__Data excerpts__
------------------------------------------------

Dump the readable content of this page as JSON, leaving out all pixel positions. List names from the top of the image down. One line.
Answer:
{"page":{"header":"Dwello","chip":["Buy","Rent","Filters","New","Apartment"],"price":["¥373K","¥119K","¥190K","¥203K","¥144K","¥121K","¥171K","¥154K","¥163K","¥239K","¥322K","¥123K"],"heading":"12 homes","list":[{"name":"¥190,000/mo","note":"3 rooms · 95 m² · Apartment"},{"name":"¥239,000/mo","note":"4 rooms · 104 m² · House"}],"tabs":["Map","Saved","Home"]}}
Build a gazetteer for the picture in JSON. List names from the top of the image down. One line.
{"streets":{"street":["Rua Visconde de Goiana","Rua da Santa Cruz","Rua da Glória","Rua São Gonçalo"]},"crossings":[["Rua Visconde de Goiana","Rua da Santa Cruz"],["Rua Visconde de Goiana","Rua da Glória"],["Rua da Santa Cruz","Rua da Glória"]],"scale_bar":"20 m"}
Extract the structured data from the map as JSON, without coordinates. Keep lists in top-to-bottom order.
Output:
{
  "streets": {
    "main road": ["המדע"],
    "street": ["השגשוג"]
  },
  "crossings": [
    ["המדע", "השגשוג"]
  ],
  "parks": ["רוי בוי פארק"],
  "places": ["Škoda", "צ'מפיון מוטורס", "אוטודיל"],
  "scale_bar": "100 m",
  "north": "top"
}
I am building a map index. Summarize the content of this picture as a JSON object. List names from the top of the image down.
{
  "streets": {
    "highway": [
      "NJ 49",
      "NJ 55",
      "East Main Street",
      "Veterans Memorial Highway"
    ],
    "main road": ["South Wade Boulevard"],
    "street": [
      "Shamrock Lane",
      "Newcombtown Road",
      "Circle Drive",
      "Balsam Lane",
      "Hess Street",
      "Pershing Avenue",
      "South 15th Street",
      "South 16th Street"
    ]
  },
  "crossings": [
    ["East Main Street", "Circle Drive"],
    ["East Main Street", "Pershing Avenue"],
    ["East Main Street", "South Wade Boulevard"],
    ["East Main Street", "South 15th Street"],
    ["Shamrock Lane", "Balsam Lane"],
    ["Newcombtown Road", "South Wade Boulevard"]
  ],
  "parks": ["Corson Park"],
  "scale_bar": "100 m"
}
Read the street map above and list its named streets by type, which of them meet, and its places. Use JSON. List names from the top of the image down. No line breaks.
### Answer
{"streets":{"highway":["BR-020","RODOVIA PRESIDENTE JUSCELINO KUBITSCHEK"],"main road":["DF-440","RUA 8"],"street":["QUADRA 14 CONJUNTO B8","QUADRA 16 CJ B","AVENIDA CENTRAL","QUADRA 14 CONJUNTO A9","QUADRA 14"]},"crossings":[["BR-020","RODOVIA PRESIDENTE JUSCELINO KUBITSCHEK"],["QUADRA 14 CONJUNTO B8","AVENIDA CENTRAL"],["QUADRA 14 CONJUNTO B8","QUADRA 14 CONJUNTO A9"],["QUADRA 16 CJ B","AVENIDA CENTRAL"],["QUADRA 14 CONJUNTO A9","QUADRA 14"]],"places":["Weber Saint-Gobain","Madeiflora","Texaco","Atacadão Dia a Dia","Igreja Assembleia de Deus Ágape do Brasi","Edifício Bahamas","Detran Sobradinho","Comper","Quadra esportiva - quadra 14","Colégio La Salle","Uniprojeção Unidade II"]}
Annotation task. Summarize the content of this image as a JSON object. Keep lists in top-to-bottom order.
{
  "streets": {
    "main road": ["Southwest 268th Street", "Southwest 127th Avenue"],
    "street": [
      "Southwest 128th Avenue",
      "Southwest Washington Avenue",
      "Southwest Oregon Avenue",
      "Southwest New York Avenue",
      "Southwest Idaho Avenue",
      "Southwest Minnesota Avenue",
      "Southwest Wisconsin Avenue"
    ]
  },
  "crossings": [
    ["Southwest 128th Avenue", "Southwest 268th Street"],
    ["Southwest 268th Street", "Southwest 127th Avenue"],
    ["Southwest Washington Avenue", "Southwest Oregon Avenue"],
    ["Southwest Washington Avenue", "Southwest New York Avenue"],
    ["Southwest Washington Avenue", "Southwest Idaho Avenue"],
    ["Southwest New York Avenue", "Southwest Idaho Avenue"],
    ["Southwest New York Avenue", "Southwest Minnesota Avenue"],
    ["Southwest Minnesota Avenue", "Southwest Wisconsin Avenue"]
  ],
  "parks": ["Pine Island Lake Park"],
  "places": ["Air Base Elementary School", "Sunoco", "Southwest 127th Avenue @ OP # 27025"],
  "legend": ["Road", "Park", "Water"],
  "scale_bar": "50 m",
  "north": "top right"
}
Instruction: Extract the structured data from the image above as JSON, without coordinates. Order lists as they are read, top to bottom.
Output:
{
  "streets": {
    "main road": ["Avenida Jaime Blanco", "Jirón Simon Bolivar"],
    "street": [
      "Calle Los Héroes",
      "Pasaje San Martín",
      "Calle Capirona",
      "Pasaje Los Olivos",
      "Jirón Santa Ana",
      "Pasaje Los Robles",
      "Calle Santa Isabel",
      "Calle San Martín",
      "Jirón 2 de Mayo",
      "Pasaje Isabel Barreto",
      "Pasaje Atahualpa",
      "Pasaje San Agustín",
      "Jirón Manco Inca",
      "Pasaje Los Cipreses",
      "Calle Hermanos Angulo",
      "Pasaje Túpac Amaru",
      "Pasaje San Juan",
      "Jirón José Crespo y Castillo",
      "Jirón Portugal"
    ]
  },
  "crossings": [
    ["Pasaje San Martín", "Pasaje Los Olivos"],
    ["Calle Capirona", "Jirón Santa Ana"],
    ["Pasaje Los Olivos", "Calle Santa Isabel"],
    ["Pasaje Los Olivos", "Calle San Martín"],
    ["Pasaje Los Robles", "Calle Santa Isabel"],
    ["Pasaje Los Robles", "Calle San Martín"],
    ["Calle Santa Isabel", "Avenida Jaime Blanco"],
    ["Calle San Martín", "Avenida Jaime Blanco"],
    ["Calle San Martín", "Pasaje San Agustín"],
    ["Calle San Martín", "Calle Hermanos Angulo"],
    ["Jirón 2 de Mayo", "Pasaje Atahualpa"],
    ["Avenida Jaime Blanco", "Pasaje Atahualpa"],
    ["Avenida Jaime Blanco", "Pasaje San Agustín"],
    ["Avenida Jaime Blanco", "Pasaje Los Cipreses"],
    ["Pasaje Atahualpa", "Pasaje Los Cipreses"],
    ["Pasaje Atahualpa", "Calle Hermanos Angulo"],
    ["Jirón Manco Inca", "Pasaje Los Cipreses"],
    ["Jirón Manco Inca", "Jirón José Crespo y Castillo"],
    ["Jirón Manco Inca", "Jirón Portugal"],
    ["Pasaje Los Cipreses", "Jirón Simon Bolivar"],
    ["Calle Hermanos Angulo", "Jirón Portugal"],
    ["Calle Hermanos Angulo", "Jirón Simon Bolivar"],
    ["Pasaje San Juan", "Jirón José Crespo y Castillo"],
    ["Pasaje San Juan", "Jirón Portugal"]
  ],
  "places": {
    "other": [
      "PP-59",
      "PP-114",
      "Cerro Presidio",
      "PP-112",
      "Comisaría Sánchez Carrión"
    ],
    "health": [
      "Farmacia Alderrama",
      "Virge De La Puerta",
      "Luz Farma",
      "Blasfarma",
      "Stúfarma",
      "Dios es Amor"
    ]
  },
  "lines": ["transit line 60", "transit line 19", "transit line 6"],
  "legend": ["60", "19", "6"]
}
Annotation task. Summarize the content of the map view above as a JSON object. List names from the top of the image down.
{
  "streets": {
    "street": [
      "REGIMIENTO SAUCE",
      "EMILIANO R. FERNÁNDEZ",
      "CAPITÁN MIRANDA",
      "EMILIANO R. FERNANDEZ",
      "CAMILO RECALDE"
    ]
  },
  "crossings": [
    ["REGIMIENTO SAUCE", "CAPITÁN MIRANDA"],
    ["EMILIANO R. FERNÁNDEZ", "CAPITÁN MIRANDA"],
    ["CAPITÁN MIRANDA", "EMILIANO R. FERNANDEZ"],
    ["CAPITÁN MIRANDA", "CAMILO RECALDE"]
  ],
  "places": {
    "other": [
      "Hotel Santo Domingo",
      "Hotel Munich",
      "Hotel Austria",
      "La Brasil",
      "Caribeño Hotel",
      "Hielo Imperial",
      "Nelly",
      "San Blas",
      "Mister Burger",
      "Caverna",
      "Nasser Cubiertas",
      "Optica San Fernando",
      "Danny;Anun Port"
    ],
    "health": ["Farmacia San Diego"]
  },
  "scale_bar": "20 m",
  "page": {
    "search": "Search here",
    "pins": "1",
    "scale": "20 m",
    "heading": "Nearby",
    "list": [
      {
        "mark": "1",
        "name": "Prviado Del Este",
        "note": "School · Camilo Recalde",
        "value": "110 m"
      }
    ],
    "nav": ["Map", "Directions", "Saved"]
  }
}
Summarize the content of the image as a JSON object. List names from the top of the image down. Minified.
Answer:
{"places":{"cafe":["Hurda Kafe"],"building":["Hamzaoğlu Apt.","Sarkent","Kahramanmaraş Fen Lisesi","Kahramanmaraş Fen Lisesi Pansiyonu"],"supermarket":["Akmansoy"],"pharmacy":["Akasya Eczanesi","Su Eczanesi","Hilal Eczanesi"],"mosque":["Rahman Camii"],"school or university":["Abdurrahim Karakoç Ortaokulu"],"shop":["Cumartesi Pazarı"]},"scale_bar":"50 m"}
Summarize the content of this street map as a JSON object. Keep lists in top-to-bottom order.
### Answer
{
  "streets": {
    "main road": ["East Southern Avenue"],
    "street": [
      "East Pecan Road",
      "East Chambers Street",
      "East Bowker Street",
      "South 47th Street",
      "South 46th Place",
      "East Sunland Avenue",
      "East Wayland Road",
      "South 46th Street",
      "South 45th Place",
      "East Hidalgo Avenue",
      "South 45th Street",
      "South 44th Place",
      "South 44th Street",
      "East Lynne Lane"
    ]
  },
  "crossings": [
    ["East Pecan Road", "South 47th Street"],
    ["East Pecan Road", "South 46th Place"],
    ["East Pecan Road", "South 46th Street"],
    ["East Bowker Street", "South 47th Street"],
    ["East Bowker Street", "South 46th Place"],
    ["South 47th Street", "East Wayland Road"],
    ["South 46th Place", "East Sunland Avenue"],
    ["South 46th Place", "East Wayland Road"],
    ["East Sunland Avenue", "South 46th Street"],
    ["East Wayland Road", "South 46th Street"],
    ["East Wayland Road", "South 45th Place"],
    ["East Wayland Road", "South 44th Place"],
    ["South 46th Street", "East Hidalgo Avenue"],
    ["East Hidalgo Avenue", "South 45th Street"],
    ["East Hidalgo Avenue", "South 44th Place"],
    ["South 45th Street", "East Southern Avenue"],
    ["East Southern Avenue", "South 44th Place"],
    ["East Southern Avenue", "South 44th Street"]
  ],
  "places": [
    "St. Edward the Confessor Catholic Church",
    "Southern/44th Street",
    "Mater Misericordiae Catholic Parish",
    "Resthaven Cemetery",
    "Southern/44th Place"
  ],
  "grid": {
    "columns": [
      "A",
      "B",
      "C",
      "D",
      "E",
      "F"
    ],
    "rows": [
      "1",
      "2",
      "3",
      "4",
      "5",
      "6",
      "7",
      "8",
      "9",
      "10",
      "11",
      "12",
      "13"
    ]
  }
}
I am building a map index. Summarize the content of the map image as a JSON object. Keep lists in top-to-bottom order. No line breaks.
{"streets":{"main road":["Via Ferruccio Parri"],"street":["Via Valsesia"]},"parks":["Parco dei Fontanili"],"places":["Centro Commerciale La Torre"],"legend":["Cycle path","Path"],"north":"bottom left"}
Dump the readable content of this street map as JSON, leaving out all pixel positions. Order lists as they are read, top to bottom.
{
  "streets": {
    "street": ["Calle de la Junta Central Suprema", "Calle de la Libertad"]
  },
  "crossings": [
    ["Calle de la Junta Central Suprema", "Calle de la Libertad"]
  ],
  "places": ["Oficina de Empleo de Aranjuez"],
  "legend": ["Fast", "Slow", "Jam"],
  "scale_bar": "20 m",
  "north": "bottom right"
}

------------------------------------------------

__TASK TO COMPLETE__
Only a number is wanted here: how many lines of the records above include the string "Inca"?

__ANSWER SPACE__
4